Cllr Swaddle has written directly to the Director General of the National Crime Agency to demand closer collaboration on tackling the organised criminal networks behind Westminster's illegal traders.
Ending the pedicab chaos
Cllr Sargent this week joined Westminster City Council officers and the Metropolitan Police directly on the streets to pull unsafe and rip-off pedicabs off the road. Labour failed to grip this problem for years.
Clamping down on illegal short-term lets
The council has secured an unprecedented high-level meeting with Airbnb to demand cooperation and action in clamping down on the misuse of short-term lets that blight neighbourhoods across Westminster.
Ending the dockless bike chaos
Labour promised over £1 million in fines from dockless bike operators and collected barely £5,000. The new administration is ending that culture of empty threats.
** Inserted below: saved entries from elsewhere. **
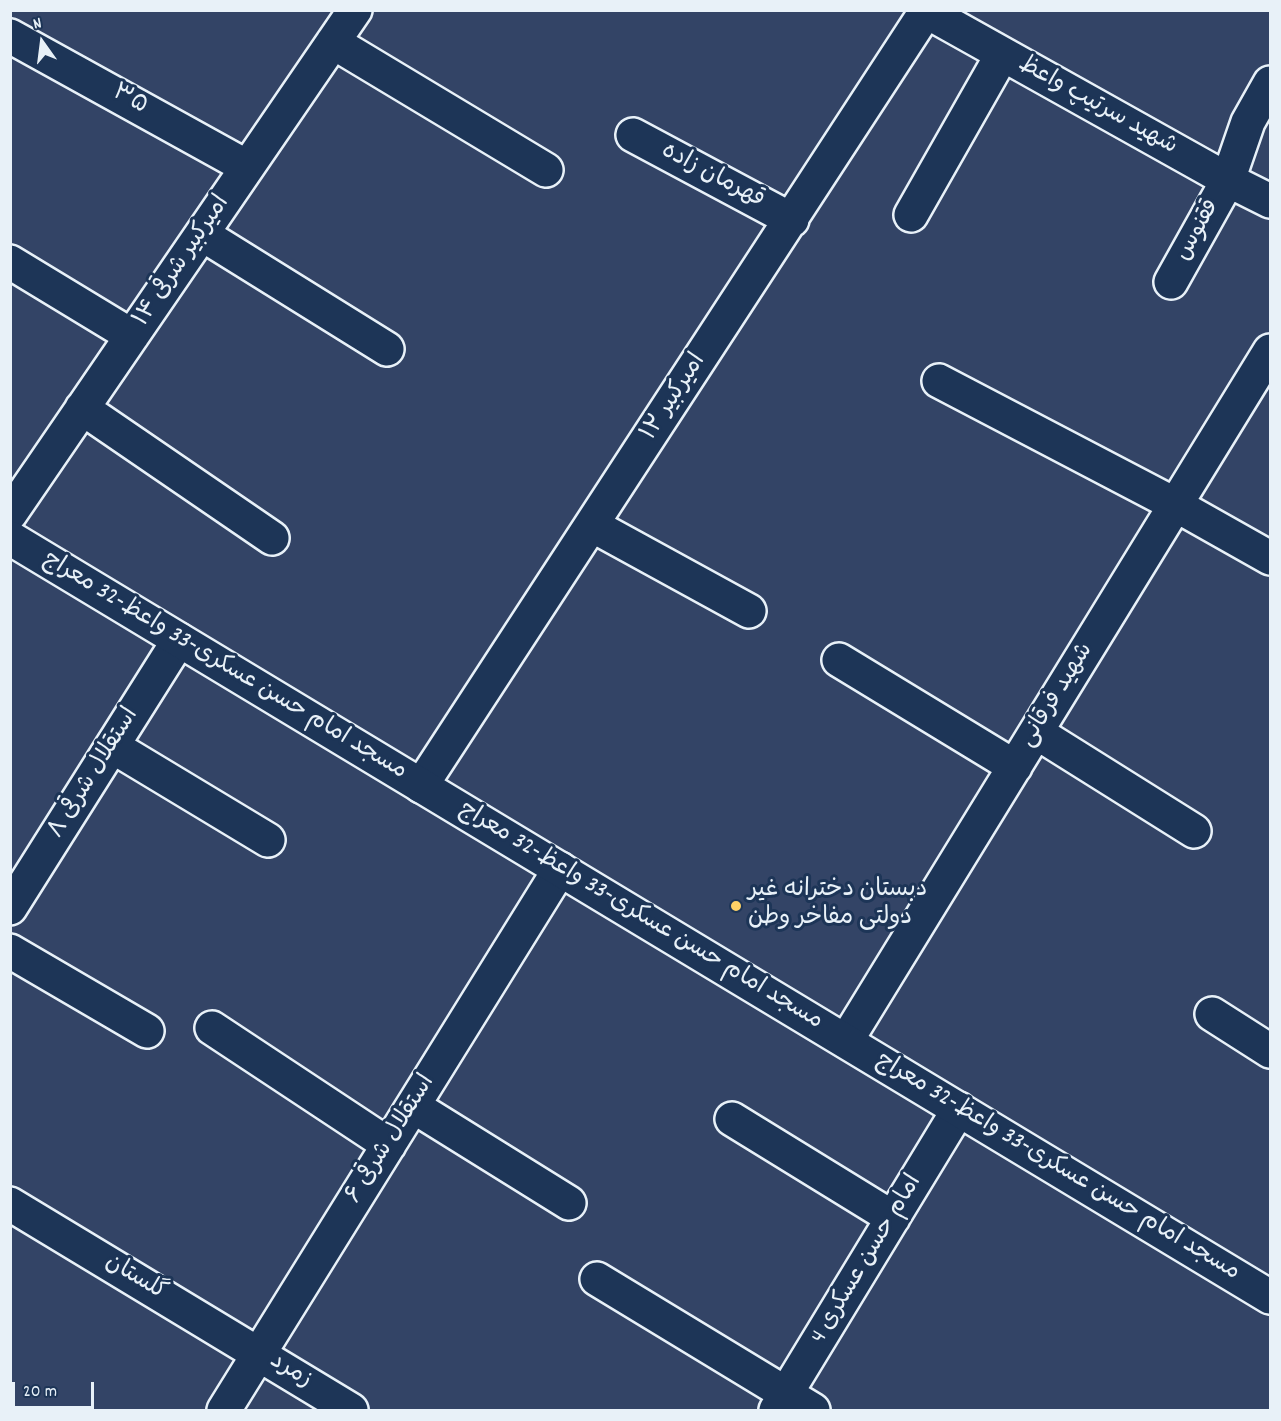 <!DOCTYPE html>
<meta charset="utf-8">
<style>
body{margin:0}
#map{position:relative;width:1281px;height:1421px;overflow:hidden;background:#346;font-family:Dekko,sans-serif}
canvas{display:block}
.frame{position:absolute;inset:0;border:12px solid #e8f1f8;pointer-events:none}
.north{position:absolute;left:12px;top:12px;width:60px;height:60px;-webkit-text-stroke:4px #1d3557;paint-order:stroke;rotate:346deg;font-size:16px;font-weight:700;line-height:24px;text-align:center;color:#e8f1f8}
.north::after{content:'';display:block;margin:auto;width:21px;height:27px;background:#e8f1f8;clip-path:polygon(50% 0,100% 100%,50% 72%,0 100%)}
.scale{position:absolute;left:12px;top:1382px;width:82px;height:27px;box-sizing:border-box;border:3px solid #e8f1f8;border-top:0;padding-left:8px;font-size:18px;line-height:21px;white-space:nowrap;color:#e8f1f8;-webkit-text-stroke:4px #1d3557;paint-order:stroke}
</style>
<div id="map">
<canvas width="1281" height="1421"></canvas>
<div class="frame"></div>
<div class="north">N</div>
<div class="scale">20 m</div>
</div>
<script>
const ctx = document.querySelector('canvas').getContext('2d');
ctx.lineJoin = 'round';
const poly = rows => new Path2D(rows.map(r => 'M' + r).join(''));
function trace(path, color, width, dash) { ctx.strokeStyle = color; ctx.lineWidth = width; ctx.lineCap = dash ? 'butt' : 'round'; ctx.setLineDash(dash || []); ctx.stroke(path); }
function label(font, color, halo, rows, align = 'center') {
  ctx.font = font + ' Dekko,"Playpen Sans Arabic",sans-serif'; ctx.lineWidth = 6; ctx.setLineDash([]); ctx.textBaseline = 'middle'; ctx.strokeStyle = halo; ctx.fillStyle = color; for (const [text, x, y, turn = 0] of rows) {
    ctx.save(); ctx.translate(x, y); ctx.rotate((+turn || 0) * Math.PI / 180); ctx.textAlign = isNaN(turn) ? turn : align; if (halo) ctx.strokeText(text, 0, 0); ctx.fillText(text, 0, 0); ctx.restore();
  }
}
const minor = poly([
 [924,10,1228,180,1270,201],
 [10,36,247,167],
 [333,42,546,170],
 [633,135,792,220],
 [911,215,1002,55],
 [202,234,387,349],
 [10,262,132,336],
 [1171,282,1228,180,1248,122,1270,83],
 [939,381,1176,505,1270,558],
 [82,408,272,538],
 [10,514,355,10],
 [592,525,749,611],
 [839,660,1015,767],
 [1036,732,1194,831],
 [112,746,268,840],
 [421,786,927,10],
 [10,908,179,640],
 [10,951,147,1031],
 [1212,1014,1270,1051],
 [212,1028,389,1145],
 [846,1041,1270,351],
 [413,1106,569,1203],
 [732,1119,893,1218],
 [10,1204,351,1410],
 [597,1279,813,1410],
 [224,1410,560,869],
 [776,1410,959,1109]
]);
const tertiary = poly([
 [10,538,1270,1297]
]);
trace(minor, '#e8f1f8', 38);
trace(tertiary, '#e8f1f8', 38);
trace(minor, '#1d3557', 33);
trace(tertiary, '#1d3557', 33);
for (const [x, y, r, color] of [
 [736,906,6,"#ffd166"]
]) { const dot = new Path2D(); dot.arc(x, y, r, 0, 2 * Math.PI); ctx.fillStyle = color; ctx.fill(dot); trace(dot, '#1d3557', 2); }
label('24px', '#e8f1f8', '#1d3557', [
 ["۳۵",129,101,29],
 ["شهید سرتیپ واعظ",1097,107,29],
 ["قهرمان زاده",712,177,28],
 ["ققنوس",1199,231,-61],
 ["۱۴ امیرکبیر شرقی",183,262,-56],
 ["امیرکبیر ۱۲",675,398,-57],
 ["مسجد امام حسن عسکری-33 واعظ-32 معراج",224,667,31],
 ["شهید فرقانی",1058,696,-58],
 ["استقلال شرقی ۸",95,774,-58],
 ["مسجد امام حسن عسکری-33 واعظ-32 معراج",640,917,31],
 ["استقلال شرقی ۶",392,1140,-58],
 ["مسجد امام حسن عسکری-33 واعظ-32 معراج",1057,1168,31],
 ["امام حسن عسکری 4",868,1260,-59],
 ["گلستان",135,1279,31],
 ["زمرد",290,1372,32]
]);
label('24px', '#e8f1f8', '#1d3557', [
 ["دبستان دخترانه غیر",748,892],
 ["دولتی مفاخر وطن",748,920]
], 'left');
</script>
A real-time data-sharing partnership has been agreed with Lime, giving the council live visibility into where bikes are parked so enforcement is targeted and effective. A Dockless Summit is confirmed for 21 July to agree on binding parking standards and geofenced no-go zones across all operators.
Cllr Paul Swaddle OBE, Leader of Westminster City Council, said:
"Westminster residents voted for change, and we are delivering it. Safe streets are our number one priority, and every single one of these actions reflects that commitment. Under Labour, enforcement was nobody's job. Under this Conservative administration, it is everyone's job, led by Cllr Sargent with a dedicated enforcement brief to make Westminster’s streets safe again. We promised to end Labour's managed decline. We are delivering on that promise."
Cllr Caroline Sargent, Deputy Leader and Cabinet Member for Enforcement, said:
"The message to those who seek to exploit Westminster's streets is simple: we are coming for you. Whether it is fake goods traders, rip-off pedicab operators, or those that run illegal short-term lets, this administration will use every power available to us and every partner we can bring to bear. This is what real action looks like."